Cooperation between business and universities remains rare in Finland
A recent review commissioned by FRIF indicates that industry-academia cooperation has been on a downward trend over the past ten years. Finnish universities are getting less funding than before from private companies, and less than in the EU and OECD countries on average. This means that cooperation cannot depend on industry initiatives alone. “This situation cannot be solved by money alone. We also need to set up concrete funding mechanisms that encourage long-term cooperation,” Lauri Oksanen points out. FRIF is currently working to develop a new funding model alongside the Tandem Industry Academia programme. “We’re listening with a keen ear to signals coming from the field and aiming to create a funding instrument that will take the impact of science to the next level.”
FRIF has found that there is a special need to encourage collaboration between SMEs and universities. It has therefore started a separate review into the application of research knowledge in the SME field. Results from this work are expected during 2022.
At Polar Electro, Jyrki Schroderus believes that cooperation is easier for companies that have existing networks in academia. “Without an understanding of the other side it’s difficult even to imagine what kind of cooperation is possible. Personal contacts make it easier to cross the threshold,” he says.

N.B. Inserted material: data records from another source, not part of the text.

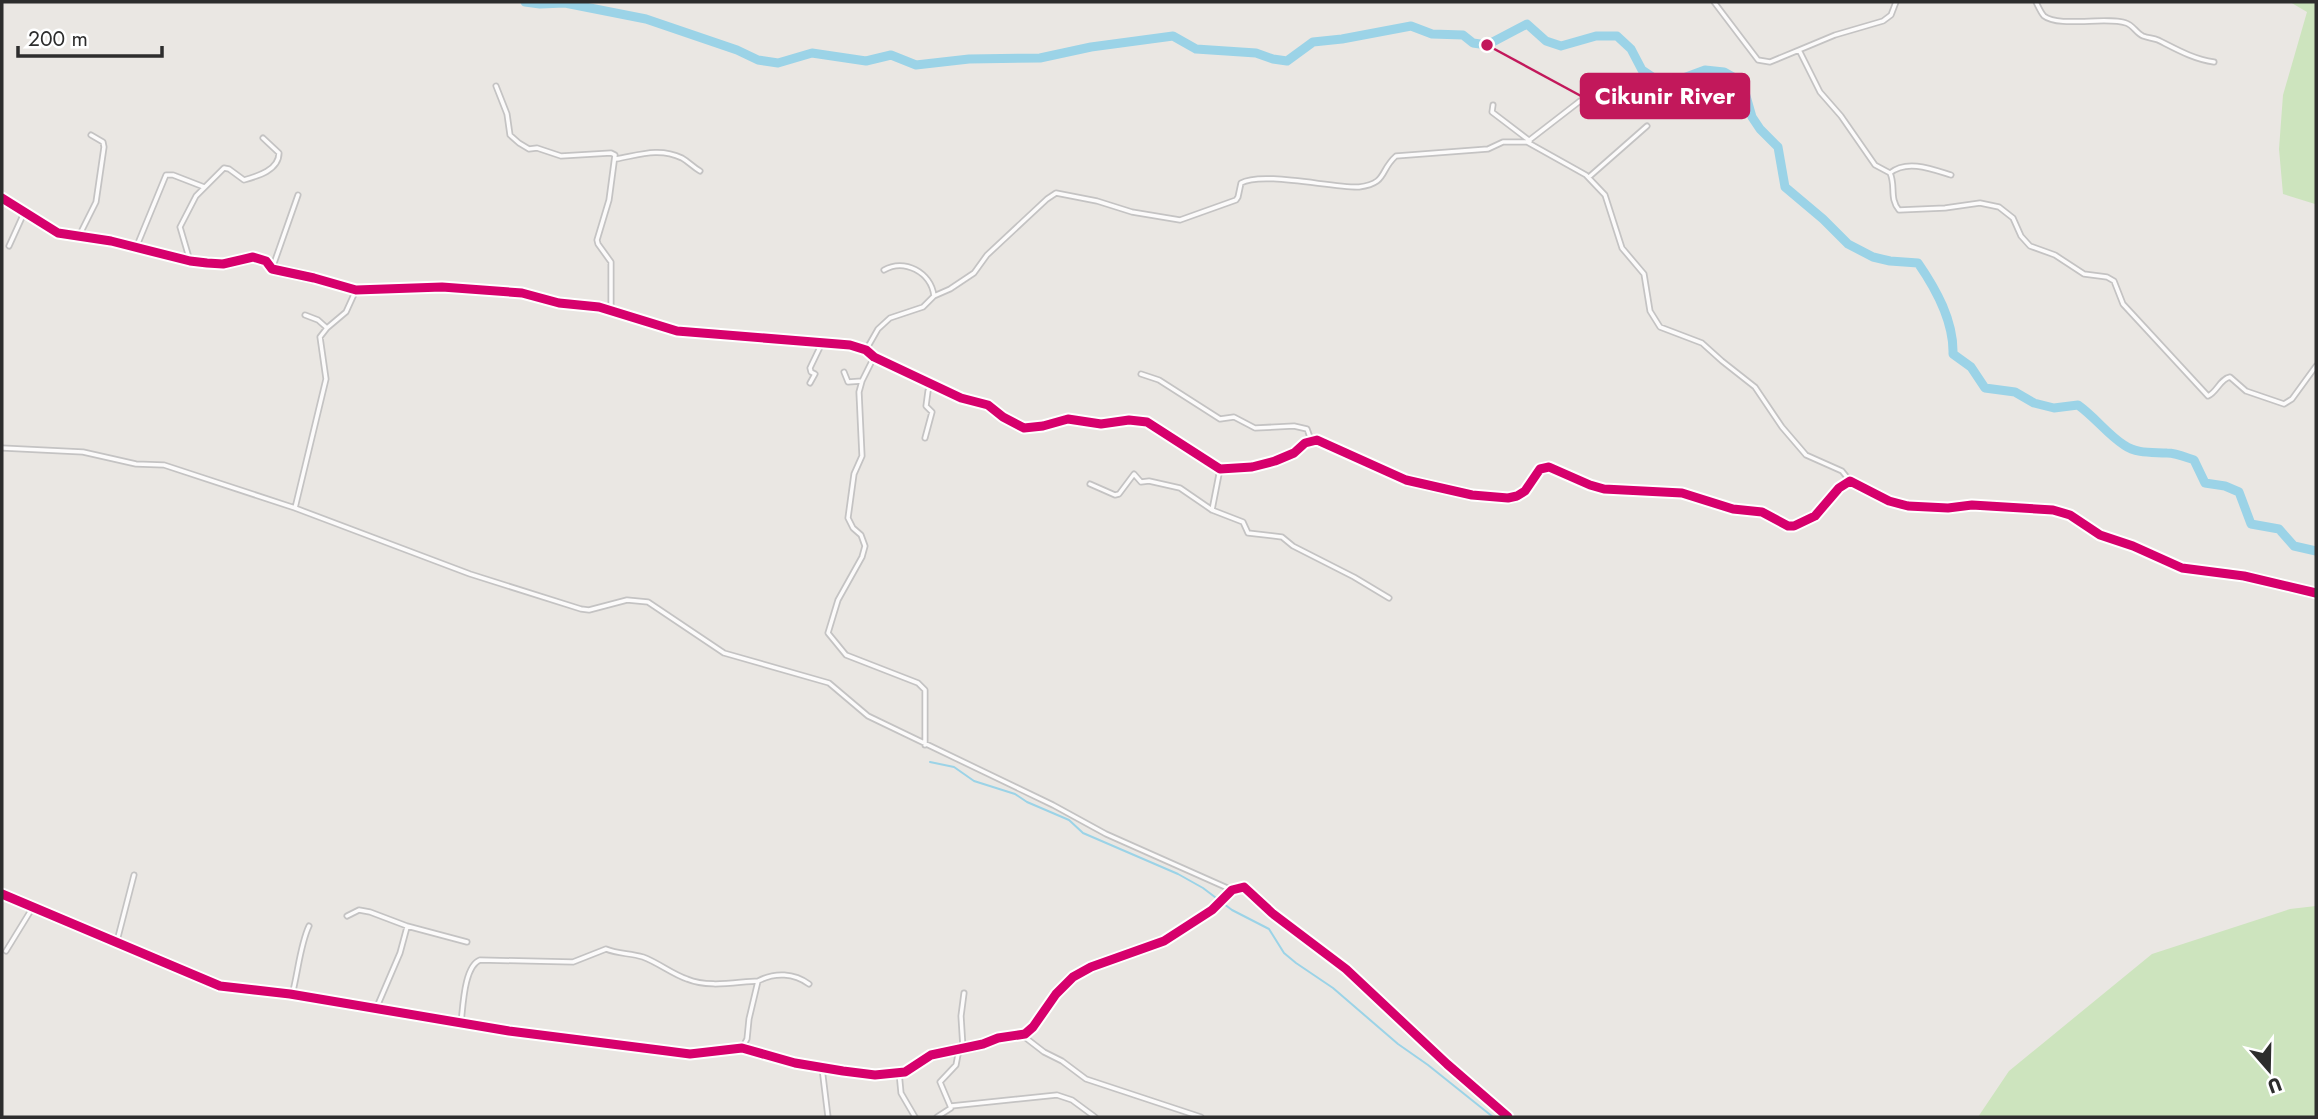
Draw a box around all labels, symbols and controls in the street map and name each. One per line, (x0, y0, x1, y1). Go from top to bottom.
scale bar (18, 14, 161, 58)
text: 200 m (28, 24, 88, 54)
callout: Cikunir River (1581, 74, 1749, 118)
text: Cikunir River (1595, 79, 1736, 113)
north arrow (2234, 1035, 2304, 1105)
text: U (2264, 1071, 2286, 1100)

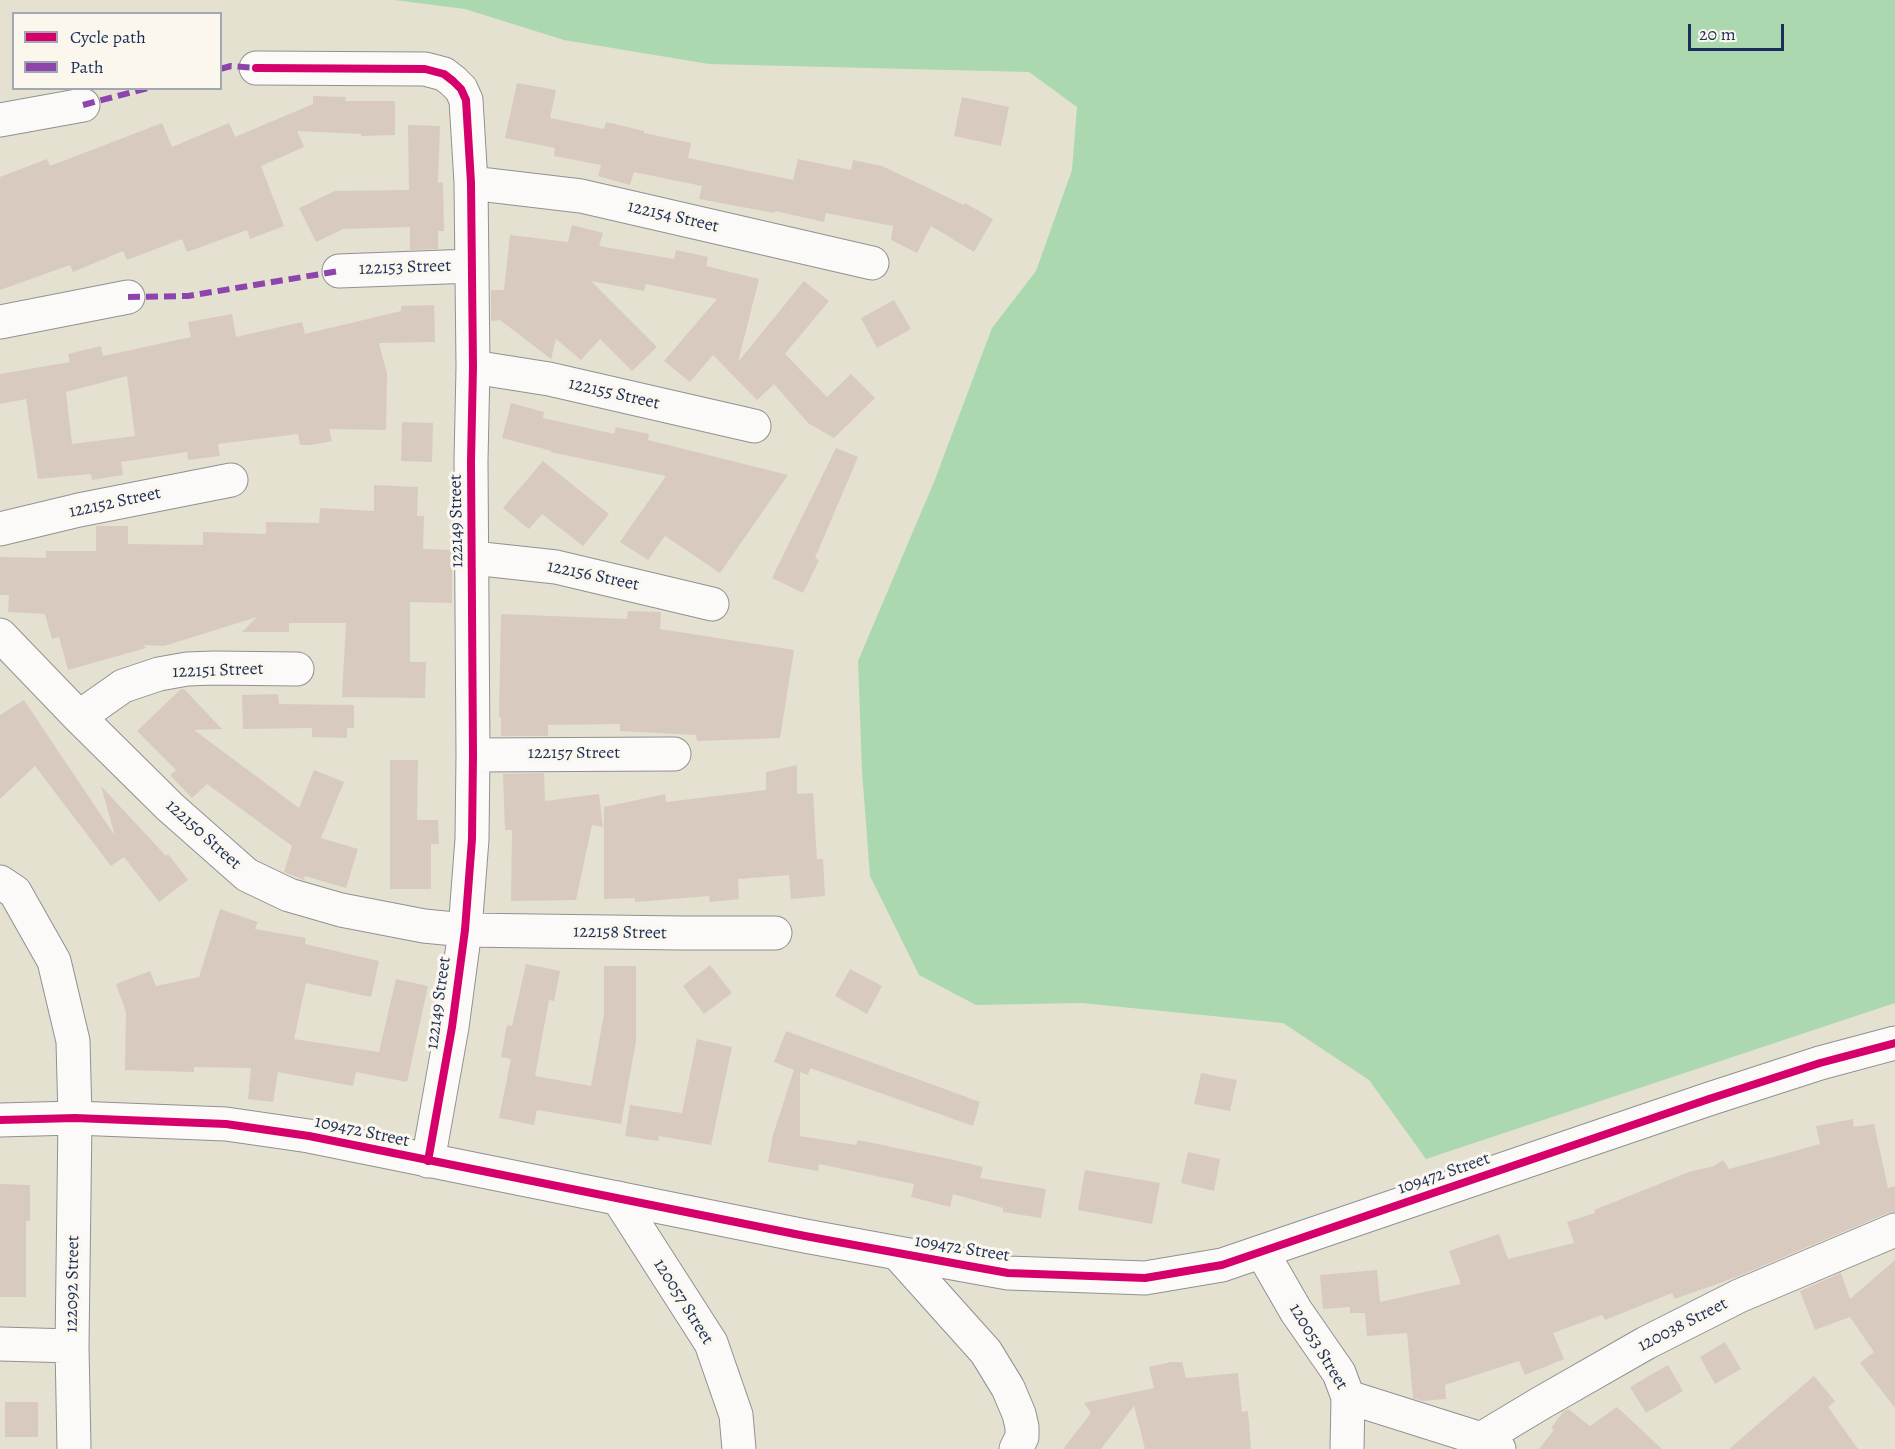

Polar’s initial contact with the University of Oulu was an easy introduction because the circles are quite small in Oulu and most researchers now each other well. Schroderus believes another contributing factor is that he has a PhD himself and is familiar with the academic way of thinking.
This “academic literacy” is also reflected in Tommi Jauhiainen’s experiences of successful business cooperation. The people behind Lingsoft, the company with which he is working, are academics, as are Jauhiainen’s contacts in the company. Researchers, for their part, must also show an interest in the business company’s needs, Jauhiainen adds: “You don’t need to interfere in the business side, but it’s definitely beneficial for cooperation if you try to get as clear a picture as possible of how the company will be using the research results.”
Schroderus’s tips for successful cooperation
- A good project team is not a hierarchy – all members must be equal.
- Project supervision benefits from having a dedicated contact person in the company whose role is to make sure the project runs according to plan and that the company’s goals are met.
- Maintain a weekly or other regular schedule for project meetings to ensure good communications within the team.